For years, I moderated comments. I would read every single one, but only publish those that didn’t give me that gut punch, and occasionally blocked those starting conversations that made me uncomfortable—and that’s one of the things I regret most. Some of the comments were cruel, but a lot of them came from a constructive place and I was just too insecure to see it. It’s not always easy to hear criticism, but I also recognize it’s been integral to my growth. This past summer we opened up our comments entirely, and I became acutely aware of how my white fragility had played a part in perpetuating a system of oppression. I’m forever grateful to those who took the time to share their stories, point out my problematic behavior, and allow me the space to learn and grow. I provided an update on where we stand on the antiracist commitments I made back in June and will continue to do so. But as of late there’s been a shift, a level of hostility in our comment section (and the internet as a whole, really) that doesn’t provide productive and thoughtful criticism. And for a while I allowed it, fueled by a level of guilt from having moderated comments for so long. In the same way I’ve set boundaries for myself personally, I’m finally learning how to do that here, with you, which is why we’re turning off our comment section. Instead, and inspired by Haley’s newsletter, we’ve created a Google Form for your feedback that Leslie, who has been managing our content calendar for the past several years (...yet *another* thing I should have mentioned), will be checking regularly (we will no longer be checking Disqus).
As one of the original lifestyle bloggers, I’ve felt an enormous amount of loyalty, appreciation, and gratitude for the readers who have stuck with me here over the past nearly thirteen years. I’m not one to easily embrace change (something you all likely know by now), and when I did, I heard as you voiced your disappointment—whether it was after Five Things came to an end, when DIY tutorials were few and far between, or as you felt my presence less and less on the blog.

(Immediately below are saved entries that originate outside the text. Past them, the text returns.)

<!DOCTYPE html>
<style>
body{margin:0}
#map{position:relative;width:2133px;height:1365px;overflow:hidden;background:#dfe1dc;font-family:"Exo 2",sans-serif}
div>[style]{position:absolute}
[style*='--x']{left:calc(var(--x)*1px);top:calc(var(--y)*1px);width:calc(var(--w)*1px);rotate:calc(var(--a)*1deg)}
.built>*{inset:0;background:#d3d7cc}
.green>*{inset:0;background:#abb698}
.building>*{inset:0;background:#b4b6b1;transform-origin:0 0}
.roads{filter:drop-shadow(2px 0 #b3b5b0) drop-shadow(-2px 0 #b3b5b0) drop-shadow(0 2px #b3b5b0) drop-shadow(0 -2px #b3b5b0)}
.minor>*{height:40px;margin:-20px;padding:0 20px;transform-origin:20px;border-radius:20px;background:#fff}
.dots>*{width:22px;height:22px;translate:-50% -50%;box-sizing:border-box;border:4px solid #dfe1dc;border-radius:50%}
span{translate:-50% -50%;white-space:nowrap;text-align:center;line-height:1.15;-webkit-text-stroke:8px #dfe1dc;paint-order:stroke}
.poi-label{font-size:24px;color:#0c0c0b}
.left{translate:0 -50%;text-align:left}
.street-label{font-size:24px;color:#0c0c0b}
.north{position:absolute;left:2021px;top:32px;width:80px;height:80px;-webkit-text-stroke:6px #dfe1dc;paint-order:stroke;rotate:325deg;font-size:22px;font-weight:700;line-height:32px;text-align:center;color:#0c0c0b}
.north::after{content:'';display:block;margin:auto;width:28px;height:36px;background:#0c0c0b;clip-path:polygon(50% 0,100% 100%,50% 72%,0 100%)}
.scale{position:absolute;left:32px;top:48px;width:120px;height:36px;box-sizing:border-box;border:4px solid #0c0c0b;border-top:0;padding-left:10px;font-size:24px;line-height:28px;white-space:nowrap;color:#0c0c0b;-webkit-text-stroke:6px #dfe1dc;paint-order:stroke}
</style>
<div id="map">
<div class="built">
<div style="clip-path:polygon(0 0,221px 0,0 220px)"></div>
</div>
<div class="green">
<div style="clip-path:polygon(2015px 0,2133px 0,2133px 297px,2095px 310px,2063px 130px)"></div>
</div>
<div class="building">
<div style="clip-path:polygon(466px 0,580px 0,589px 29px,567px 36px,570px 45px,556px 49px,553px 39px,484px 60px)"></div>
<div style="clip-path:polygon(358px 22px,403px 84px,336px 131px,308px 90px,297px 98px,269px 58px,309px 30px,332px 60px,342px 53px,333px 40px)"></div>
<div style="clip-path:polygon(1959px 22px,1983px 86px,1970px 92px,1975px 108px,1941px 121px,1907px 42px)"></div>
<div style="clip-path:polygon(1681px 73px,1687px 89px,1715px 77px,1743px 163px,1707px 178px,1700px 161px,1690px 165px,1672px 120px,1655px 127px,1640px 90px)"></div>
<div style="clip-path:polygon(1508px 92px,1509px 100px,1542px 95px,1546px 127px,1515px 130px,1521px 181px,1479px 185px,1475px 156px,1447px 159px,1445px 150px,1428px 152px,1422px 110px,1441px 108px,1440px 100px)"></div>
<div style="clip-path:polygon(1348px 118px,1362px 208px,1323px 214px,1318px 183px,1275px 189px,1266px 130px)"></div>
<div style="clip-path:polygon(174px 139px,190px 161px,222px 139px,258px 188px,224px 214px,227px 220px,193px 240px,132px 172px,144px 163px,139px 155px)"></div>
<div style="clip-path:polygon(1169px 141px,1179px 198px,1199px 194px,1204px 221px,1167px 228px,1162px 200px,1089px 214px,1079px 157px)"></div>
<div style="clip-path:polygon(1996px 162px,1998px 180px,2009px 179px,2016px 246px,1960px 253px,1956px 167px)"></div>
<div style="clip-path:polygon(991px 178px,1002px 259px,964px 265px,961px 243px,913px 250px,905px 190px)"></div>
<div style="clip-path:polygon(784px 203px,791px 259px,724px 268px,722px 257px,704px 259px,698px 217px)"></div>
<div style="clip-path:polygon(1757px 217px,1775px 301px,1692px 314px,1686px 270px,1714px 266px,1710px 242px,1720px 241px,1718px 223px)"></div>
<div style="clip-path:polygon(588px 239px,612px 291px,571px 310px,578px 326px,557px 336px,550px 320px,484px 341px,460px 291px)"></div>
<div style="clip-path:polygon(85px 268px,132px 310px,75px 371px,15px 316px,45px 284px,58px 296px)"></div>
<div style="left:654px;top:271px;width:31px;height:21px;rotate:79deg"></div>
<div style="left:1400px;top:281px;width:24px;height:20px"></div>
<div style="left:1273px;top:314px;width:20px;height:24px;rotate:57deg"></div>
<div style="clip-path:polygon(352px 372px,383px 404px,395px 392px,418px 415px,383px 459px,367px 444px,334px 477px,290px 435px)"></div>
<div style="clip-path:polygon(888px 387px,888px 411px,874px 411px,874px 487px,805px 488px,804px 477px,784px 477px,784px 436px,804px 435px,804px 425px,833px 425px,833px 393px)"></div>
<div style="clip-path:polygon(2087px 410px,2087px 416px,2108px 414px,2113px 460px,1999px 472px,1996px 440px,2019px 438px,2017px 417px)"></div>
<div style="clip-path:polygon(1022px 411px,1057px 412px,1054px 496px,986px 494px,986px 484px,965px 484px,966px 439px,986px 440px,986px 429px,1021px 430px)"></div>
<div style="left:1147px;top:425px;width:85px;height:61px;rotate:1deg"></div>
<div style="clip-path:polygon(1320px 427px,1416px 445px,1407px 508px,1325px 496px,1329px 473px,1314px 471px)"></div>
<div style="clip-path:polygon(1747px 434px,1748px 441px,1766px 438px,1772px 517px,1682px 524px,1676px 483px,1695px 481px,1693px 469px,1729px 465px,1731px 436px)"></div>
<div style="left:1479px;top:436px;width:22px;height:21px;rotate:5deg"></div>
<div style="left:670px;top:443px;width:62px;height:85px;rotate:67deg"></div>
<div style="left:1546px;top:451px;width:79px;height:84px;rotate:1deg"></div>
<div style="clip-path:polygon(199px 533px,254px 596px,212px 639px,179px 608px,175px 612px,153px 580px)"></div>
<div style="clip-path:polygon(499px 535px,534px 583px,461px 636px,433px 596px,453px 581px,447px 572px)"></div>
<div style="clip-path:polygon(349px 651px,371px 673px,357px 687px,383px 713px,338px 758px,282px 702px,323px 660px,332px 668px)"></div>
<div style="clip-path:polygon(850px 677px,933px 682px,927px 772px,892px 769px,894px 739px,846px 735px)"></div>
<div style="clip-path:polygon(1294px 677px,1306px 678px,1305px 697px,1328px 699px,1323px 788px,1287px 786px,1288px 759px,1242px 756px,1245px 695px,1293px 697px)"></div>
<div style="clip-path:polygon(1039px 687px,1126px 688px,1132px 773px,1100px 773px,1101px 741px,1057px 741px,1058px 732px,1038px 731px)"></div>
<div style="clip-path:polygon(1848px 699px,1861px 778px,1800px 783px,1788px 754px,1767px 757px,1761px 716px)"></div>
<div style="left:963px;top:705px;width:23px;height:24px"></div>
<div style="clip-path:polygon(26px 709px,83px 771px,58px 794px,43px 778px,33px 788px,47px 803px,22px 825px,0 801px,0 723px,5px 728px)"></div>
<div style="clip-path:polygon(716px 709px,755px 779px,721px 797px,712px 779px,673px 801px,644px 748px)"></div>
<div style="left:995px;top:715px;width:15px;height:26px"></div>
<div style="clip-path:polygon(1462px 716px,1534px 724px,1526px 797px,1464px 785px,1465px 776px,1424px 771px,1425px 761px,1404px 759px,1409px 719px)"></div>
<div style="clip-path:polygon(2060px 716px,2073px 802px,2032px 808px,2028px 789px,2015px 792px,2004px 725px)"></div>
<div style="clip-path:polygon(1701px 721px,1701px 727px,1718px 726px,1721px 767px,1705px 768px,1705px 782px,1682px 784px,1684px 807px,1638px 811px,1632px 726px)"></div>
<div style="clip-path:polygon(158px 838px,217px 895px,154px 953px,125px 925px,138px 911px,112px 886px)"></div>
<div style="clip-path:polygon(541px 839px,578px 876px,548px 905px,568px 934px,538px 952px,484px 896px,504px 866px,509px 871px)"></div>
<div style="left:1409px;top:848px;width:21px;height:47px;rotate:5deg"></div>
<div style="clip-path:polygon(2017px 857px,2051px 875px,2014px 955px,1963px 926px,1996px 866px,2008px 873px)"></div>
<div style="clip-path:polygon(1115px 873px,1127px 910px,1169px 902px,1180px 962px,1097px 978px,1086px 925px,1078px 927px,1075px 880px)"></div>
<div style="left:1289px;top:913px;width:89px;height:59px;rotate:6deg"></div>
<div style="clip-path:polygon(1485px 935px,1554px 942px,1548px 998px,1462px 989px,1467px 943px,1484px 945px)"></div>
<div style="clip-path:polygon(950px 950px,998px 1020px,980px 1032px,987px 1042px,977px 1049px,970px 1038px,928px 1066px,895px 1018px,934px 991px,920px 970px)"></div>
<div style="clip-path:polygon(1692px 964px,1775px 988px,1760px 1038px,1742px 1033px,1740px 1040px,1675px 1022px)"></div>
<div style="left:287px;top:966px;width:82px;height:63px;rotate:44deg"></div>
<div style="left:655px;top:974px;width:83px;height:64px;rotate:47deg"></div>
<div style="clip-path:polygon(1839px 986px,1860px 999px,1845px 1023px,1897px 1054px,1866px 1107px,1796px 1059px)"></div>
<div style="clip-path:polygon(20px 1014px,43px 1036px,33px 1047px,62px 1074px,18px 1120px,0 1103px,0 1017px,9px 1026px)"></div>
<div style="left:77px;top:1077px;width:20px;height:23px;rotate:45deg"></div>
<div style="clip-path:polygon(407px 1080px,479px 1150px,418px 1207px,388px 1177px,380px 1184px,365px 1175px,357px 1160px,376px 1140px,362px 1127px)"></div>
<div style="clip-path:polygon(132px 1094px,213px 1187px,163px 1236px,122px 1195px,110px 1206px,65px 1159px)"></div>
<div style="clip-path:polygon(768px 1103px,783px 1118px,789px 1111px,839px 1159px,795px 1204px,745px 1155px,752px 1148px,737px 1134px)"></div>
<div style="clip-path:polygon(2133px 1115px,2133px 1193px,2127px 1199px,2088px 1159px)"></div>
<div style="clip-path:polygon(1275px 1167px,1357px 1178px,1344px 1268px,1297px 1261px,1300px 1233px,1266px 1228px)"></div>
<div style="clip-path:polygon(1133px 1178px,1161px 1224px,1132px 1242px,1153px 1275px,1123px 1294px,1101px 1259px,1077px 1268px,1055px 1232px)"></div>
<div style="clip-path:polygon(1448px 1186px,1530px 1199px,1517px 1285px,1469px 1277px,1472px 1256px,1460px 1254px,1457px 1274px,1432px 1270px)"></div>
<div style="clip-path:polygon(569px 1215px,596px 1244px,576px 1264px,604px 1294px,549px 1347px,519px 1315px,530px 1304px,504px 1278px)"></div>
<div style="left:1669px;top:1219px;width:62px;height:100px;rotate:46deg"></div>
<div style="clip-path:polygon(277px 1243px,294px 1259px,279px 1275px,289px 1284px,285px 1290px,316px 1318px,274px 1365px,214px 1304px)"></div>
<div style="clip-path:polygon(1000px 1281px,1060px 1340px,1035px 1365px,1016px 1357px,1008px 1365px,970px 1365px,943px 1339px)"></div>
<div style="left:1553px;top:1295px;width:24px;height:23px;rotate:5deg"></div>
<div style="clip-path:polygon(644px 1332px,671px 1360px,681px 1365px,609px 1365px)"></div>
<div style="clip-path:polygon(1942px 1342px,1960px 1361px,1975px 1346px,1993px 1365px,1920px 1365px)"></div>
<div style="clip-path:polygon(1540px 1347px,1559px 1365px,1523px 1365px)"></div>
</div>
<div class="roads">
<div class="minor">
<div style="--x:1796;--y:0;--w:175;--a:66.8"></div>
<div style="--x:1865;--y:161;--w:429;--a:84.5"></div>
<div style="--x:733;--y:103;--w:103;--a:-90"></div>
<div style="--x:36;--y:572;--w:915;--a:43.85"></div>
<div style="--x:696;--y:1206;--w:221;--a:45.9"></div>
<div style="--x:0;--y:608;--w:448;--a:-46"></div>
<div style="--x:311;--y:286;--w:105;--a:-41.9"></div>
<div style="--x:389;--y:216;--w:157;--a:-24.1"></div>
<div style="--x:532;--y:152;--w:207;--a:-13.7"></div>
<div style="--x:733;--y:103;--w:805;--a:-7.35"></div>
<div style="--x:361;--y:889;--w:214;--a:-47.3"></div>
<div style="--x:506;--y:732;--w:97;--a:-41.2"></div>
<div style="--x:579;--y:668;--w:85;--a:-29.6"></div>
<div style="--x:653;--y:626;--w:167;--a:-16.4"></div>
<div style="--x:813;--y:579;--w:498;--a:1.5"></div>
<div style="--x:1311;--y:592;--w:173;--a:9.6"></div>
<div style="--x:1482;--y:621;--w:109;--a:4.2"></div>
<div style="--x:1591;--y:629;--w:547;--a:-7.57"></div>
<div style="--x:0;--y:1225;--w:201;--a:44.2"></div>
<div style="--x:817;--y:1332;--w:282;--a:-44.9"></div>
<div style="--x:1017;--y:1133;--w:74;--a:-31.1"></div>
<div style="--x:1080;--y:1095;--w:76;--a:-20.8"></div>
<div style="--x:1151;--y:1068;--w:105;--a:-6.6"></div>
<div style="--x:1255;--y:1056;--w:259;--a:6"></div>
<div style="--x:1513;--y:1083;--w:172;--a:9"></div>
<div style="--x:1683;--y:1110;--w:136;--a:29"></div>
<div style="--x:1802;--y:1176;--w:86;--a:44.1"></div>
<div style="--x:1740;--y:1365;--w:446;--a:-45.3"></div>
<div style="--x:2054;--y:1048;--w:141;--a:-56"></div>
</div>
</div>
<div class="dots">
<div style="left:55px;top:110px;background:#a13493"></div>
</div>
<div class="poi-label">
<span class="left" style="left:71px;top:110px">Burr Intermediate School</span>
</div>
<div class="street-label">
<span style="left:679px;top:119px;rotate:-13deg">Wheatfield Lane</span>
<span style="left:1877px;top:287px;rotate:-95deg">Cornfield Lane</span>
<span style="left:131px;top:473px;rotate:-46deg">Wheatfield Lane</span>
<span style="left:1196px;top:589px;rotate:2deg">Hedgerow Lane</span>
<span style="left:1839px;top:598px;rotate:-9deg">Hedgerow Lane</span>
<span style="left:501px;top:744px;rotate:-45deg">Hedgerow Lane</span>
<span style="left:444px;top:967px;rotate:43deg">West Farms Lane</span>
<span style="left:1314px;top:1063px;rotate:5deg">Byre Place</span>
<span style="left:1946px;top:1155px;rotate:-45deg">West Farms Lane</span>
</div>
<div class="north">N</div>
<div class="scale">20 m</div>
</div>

With each shift, I should have been confident in my decisions and shared them with you, but instead, led by my instinct to people-please, I was paralyzed by the thought of letting you down, so I said nothing. I should have embraced that those who still felt aligned with my content and evolution of the business would stay and continue to grow with me, and be at peace with those who feel my content no longer serves them. It’s only expected that as a hobby developed into a business (and after so much time), some followers would come and go, but I have faith in the brand I’ve built and how it will continue to evolve.

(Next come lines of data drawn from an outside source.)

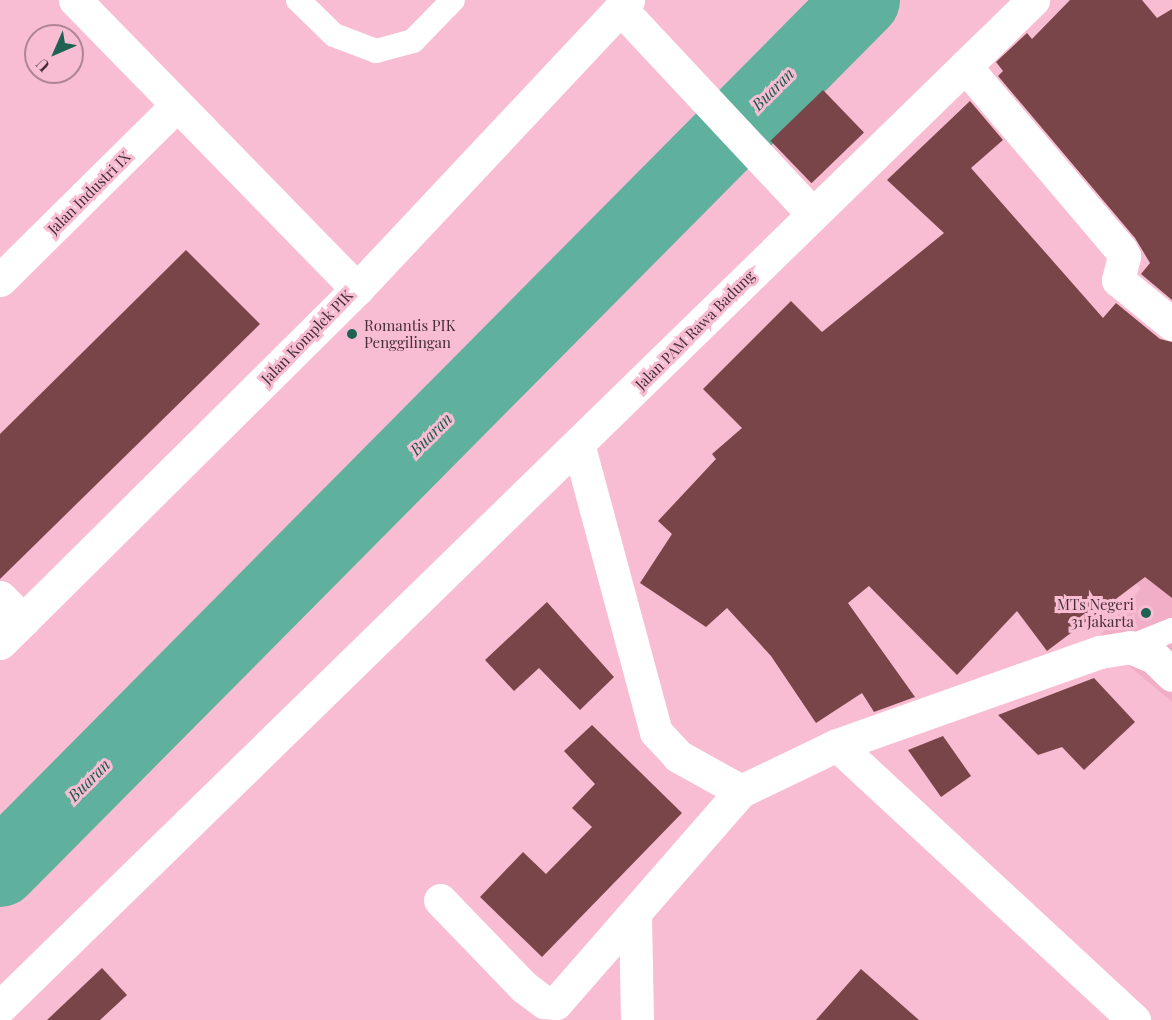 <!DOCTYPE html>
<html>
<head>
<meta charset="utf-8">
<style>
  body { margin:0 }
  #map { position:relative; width:1172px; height:1020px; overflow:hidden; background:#f8bdd2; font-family:"Playfair Display",serif }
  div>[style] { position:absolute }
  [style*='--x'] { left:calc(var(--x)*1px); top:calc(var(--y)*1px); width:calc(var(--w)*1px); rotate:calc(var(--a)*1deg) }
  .built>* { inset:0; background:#f0afc6 }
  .river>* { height:76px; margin:-38px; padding:0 38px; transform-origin:38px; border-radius:38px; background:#5fb19d }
  .building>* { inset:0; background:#794549; transform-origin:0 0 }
  .service>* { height:24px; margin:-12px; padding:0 12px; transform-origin:12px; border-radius:12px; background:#fff }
  .minor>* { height:33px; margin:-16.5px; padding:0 16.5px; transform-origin:16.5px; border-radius:16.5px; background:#fff }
  .dots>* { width:16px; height:16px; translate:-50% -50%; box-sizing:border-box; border:3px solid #f8bdd2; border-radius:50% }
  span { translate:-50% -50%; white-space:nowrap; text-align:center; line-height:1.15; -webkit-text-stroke:6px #f8bdd2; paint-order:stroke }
  .street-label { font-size:15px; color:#452e37 }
  .poi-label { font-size:15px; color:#452e37 }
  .left { translate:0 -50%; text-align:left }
  .right { translate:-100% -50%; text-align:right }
  .water-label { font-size:16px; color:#125749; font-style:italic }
  .north { position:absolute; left:24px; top:24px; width:60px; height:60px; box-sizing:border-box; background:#f8bdd2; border:2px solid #b08494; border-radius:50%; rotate:225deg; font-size:16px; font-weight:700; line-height:24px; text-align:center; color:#452e37 }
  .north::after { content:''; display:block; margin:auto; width:21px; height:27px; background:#1e6254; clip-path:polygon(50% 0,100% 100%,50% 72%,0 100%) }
</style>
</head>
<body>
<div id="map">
  <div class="built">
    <i style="clip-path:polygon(1172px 519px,1172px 702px,1097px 639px,1141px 588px,1125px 574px)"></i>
  </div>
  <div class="river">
    <i style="--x:0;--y:869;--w:1224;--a:-45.23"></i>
  </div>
  <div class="building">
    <i style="clip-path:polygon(1070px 0,1142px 0,1157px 18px,1172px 9px,1172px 300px,1141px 274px,1150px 263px,1135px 238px,998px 76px,1003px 71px,996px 62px,1027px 33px,1032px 39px)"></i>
    <i style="left:823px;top:90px;width:59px;height:73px;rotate:46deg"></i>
    <i style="clip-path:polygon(970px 101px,1003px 140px,971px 168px,1103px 318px,1116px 303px,1160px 339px,1172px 342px,1172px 598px,1145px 577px,1047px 651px,1017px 611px,957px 675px,869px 586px,848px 603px,915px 697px,874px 712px,862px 693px,816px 723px,771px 656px,727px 608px,706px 627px,640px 583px,672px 534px,658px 521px,716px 459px,712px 454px,742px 428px,703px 389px,791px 301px,822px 332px,944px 233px,887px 180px)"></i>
    <i style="clip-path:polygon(186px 250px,260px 324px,0 579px,0 434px)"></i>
    <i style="clip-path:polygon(547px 602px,614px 677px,580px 710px,539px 668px,514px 691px,485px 660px)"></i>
    <i style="clip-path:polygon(1094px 678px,1135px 722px,1084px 770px,1062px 747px,1038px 755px,998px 715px)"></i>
    <i style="clip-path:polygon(592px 725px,682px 813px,542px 957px,480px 897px,523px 852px,546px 874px,592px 827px,572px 808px,595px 784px,564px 751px)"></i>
    <i style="clip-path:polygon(943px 736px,971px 776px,941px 797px,908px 750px)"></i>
    <i style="clip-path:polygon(102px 968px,127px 995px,100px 1020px,47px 1020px)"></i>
    <i style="clip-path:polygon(861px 969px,919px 1020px,816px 1020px)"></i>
  </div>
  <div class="service">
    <i style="--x:298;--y:0;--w:50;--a:44.2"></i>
    <i style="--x:334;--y:35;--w:45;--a:20.9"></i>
    <i style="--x:376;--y:51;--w:38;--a:-15"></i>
    <i style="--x:413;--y:41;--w:57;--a:-45.7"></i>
    <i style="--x:1130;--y:647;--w:45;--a:-22"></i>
  </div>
  <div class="minor">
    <i style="--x:75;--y:0;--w:404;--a:45.7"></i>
    <i style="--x:620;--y:8;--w:281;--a:46.9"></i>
    <i style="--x:965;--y:66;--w:241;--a:49.7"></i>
    <i style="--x:1121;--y:250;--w:7;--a:63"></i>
    <i style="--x:1124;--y:256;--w:25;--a:104"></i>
    <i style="--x:1118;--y:280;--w:70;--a:39.2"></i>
    <i style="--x:0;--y:280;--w:249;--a:-44.7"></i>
    <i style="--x:579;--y:447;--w:295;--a:74.9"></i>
    <i style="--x:656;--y:732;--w:33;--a:47"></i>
    <i style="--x:678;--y:756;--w:72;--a:29.1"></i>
    <i style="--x:0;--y:597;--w:33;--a:45"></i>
    <i style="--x:0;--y:643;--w:503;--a:-44.76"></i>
    <i style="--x:357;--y:289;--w:396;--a:-46.8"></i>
    <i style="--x:837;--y:745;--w:405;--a:42.8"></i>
    <i style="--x:440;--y:900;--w:121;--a:46"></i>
    <i style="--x:524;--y:987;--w:25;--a:37"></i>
    <i style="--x:544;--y:1002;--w:12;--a:5"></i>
    <i style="--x:556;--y:1003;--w:281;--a:-48.9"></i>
    <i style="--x:741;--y:791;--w:106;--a:-25.6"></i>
    <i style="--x:837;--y:745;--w:279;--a:-19.5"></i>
    <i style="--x:1100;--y:652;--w:30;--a:-9"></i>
    <i style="--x:1130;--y:647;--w:26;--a:23"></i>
    <i style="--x:1154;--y:657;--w:25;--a:45"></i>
    <i style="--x:635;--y:916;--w:104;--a:88.9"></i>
    <i style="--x:0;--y:1007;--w:1443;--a:-44.27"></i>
  </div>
  <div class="dots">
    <i style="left:352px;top:334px;background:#1e6254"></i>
    <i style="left:1146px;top:613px;background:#1e6254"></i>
  </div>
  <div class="street-label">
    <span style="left:89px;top:193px;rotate:-45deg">Jalan Industri IX</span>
    <span style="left:695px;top:330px;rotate:-45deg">Jalan PAM Rawa Badung</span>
    <span style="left:307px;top:337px;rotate:-46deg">Jalan Komplek PIK</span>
  </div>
  <div class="poi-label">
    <span class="left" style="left:364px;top:334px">Romantis PIK<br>Penggilingan</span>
    <span class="right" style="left:1134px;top:613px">MTs Negeri<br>31 Jakarta</span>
  </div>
  <div class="water-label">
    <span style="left:773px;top:89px;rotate:-45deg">Buaran</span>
    <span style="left:431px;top:434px;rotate:-45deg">Buaran</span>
    <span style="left:89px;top:780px;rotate:-45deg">Buaran</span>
  </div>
  <div class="north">U</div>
</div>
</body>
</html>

This blog will always be my home. A place to share longer, important pieces, host an array of fresh (and talented) voices, and hopefully, find inspiration for anyone needing it. But social media is both where our business is and where I spend the majority of my time, creating ephemeral, of-the-moment content and hearing directly from you.
I will continue to work on setting clear boundaries, communicating them effectively, and focusing on my own mental health and happiness—as I think we all should.
Thank you, as always, to the vibrant and incredible women who have championed this corner of the internet, thoughtfully called us in, inspired us to be better, and lifted us all up.